IN an unfamiliar upper room of the Canderays' house Jason stood prepared for the signal to descend to his wedding. The ceremony was to occur at six o'clock; it was now only five minutes before—he had absently looked at his watch a great many times in a short space—and he was striving to think seriously of what was to follow. But in place of this he was passing again through a state of silent, incoherent surprise. This was the sort of thing for which a man might pinch himself to discover if he were awake or dreaming. In five, no, four, minutes now Honora Canderay was to become his, Jason Burrage's, wife.

A certain complacency had settled over him in the past few days, something of his inborn feeling of the Canderays as a house apart seemed to have evaporated; and, in addition, he had risen—Honora wouldn't take any just happen so. Jason was never notable for humility. Yet who, even after he had returned from California with his riches, could have predicted this evening? His astonishment was as much at himself, illuminated by extraordinary events, as at any exterior circumstance. At times he had the ability to see himself, as if from the outside; and that view, here, was amazing. Why, only a short while ago he had been drinking rum in the shed in back of “Pack” Clower's house, perhaps the least desirable shed in Cottarsport.

Of one fact, however, he was certain—no more promiscuous draughts of Medford. He recognized that he had taken so much not from the presence of desire, but from a total absence of it as well as of any other mental state. “Pack” and his associates, too, were now a thing of the past, a bitterly rough and vacant element. The glass lamp on a bureau was smoking: he stepped forward to lower the wick, when a knock fell on the door. A young Boston relative of Honora's—a supercilious individual in checked trousers and lemon-colored gloves—announced that they were waiting for Jason below. With a determined settling of his shoulders and tightly drawn lips, he marched resolutely forward.

The marriage was to be in the chamber across from the one in which he had generally sat. Smilax and white Killamey roses had been bowed over the mantel at the farthest end, and there Jason found the clergyman waiting. The room was half full of people occupying chairs brought from other parts of the house; and he was conscious of a sudden silence, an intent, curious scrutiny, as he entered. An instinctive antagonism to this deepened in him: he felt that, with the exception of his father and mother, he hadn't a friend in the room.

Such other local figures as were there were facilely imitating the cold stare of Honora's connections. He stood belligerently facing Mrs. Cozzens' glacial calm, the inspection of a man he had seen driving with Honora in Cottarsport, now accompanied by a pettish, handsome girl, evidently his wife. His father's weathered countenance, sunken and dry on its bones, was blank, except for a faint doubt, as if some mistake had been made which would presently be exposed, sending them about face. His mother, however, was triumphant pride and justification personified. Then the music commenced—a harp, violin, and double bass.

The wedding ring firmly secured, Jason stirred with a feeling of increasing awkwardness. He glared back, with a protruding lip, at the fellow with the young wife, at the small, aggressive group from Boston; and then he saw that Honora was in the room. She was coming slowly toward him. Her expression of absolute unconcern released him from all petty annoyance, any thought of the malicious onlookers. As she stopped at his side she gave him a slight nod and smile; and at that moment a tremendous, sheer admiration for her was born in him.

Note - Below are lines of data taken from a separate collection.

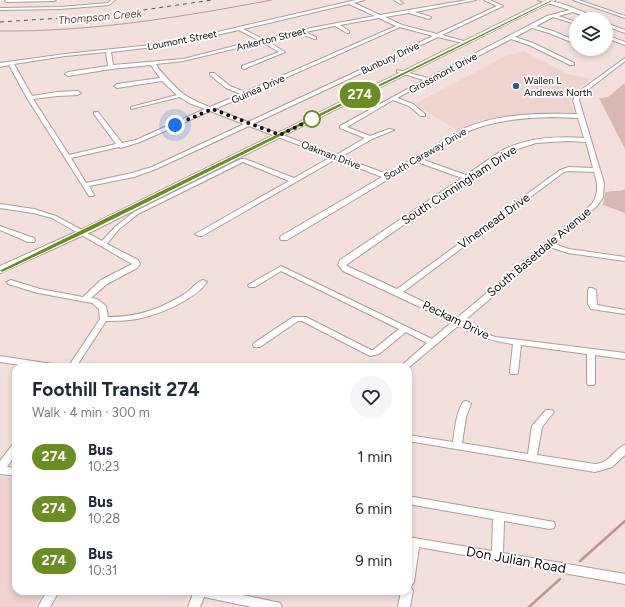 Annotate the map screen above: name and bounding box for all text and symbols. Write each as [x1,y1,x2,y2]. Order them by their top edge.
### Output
water label: Thompson Creek [58,7,143,27]
map controls [569,12,613,56]
button: layers [569,12,613,56]
street label: Ankerton Street [235,24,307,54]
street label: Loumont Street [146,27,218,53]
street label: Bunbury Drive [359,39,422,77]
street label: Grossmont Drive [407,49,480,96]
street label: Guinea Drive [229,71,287,107]
place label: Wallen L Andrews North [524,74,593,99]
marker: Wallen L Andrews North [511,81,521,91]
line badge: 274 [337,82,383,108]
text: 274 [348,86,372,103]
unlabelled marker [303,110,321,128]
your location [165,115,185,135]
street label: South Caraway Drive [381,125,469,183]
street label: Oakman Drive [299,138,363,172]
street label: South Cunningham Drive [399,142,519,227]
street label: Vinemead Drive [456,190,533,252]
street label: South Basetdale Avenue [484,204,594,300]
street label: Peckam Drive [420,298,492,342]
button: heart [350,376,392,418]
text: Foothill Transit 274 [32,378,200,401]
text: Walk · 4 min · 300 m [32,405,150,420]
text: Bus [88,441,113,459]
text: 274 [42,448,66,465]
text: 1 min [357,448,392,466]
text: 10:23 [88,459,119,474]
text: Bus [88,493,113,511]
text: 274 [42,500,66,517]
text: 6 min [355,500,392,518]
text: 10:28 [88,511,120,526]
street label: Don Julian Road [465,543,567,577]
text: Bus [88,545,113,563]
text: 274 [42,552,66,569]
text: 9 min [355,552,392,570]
text: 10:31 [88,563,117,578] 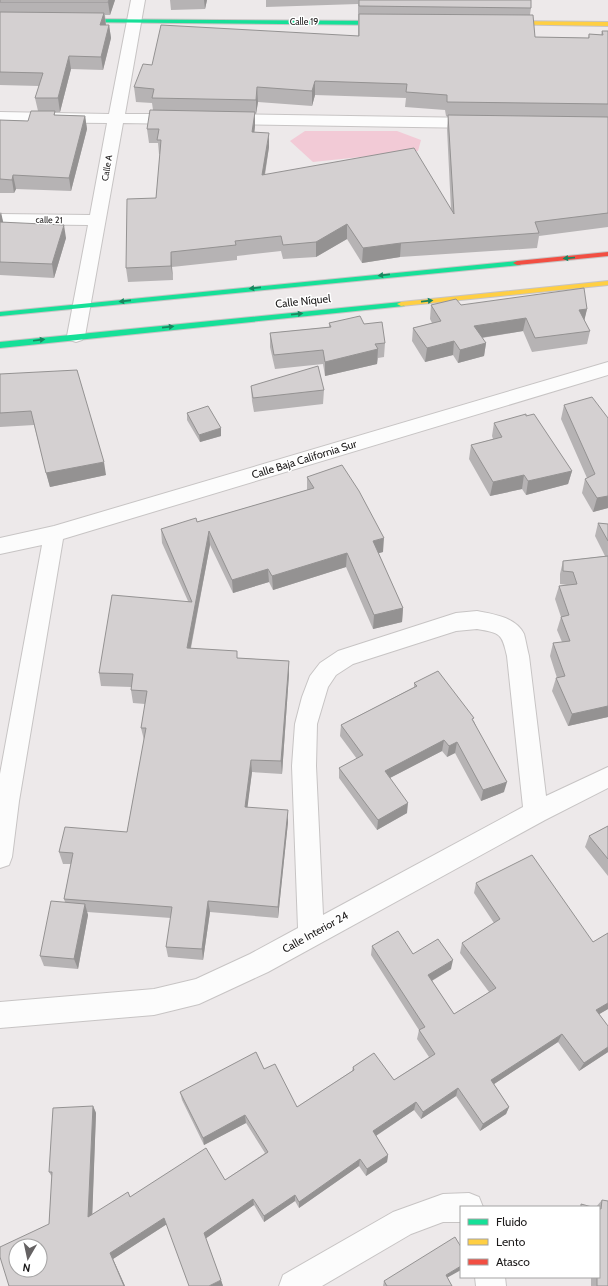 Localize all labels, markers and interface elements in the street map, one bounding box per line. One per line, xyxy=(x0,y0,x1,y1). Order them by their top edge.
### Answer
street label: Calle 19 xyxy=(290,16,318,27)
street label: Calle A xyxy=(99,154,114,182)
street label: calle 21 xyxy=(35,214,63,225)
one-way arrow xyxy=(563,254,575,261)
one-way arrow xyxy=(378,272,390,279)
one-way arrow xyxy=(249,285,261,291)
street label: Calle Níquel xyxy=(275,291,332,311)
one-way arrow xyxy=(421,297,433,304)
one-way arrow xyxy=(119,298,131,304)
one-way arrow xyxy=(291,310,303,317)
one-way arrow xyxy=(162,323,174,330)
one-way arrow xyxy=(33,337,45,344)
street label: Calle Baja California Sur xyxy=(250,436,359,482)
street label: Calle Interior 24 xyxy=(280,908,351,956)
legend xyxy=(460,1206,600,1278)
text: Fluido xyxy=(496,1214,528,1229)
text: Lento xyxy=(496,1234,526,1249)
north arrow xyxy=(8,1238,48,1278)
text: Atasco xyxy=(496,1254,530,1269)
text: N xyxy=(21,1260,31,1275)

Honora had chosen to be unattended—she had coolly observed that she was well beyond the age for such sentimentality—and he realized that though the present would have been a racking occasion for most women, it was evident that she was not disturbed in the least. He had a general impression of sugary white satin, of her composed, almost disdainful face in a cloud of veil with little waxen orange flowers, of slender still hands, when they turned from the room to the minister.

They had gone over the marriage service together, he had read it again in the kitchen at home; he was fairly familiar with its periods and responses, and got through with only a slight hesitation and half prompting. But the thickness of his voice, in comparison with Honora's open, decisive utterance, vainly annoyed him. He wanted desperately to clear his throat. Suddenly it was over, and Honora, in a swirl of satin, was sinking to her knees. Beside her he listened with a feeling of comfortable lull to a lengthy prayer.

Rising, he perfunctorily clasped a number of indifferent palms, replied inanely to gabbled expressions of good will and hopes for the future unmistakably pessimistic in tone. Honora told him in a rapid aside the names of those approaching. She smiled radiantly at his father and mother, leaned forward and whispered in the latter's ear; and they followed the guests streaming into the dining room.

There champagne was being opened by the caterer's assistants from Boston. There were steaming platters of terrapin and oysters and fowl. The table bore pyramids of nuts and preserved fruit, hot Cinderellas in cups with sugar and wine, black case cake, Savoy biscuits, pumpkin paste, and frothed creams with preserved peach leaves. A laden plate was thrust into Jason's hand, and he sat with it in a clatter of voices and topics that completely ignored him. He was isolated in the absorption of food and wine, in a conversational exchange as strange to him as if had been spoken in a foreign language.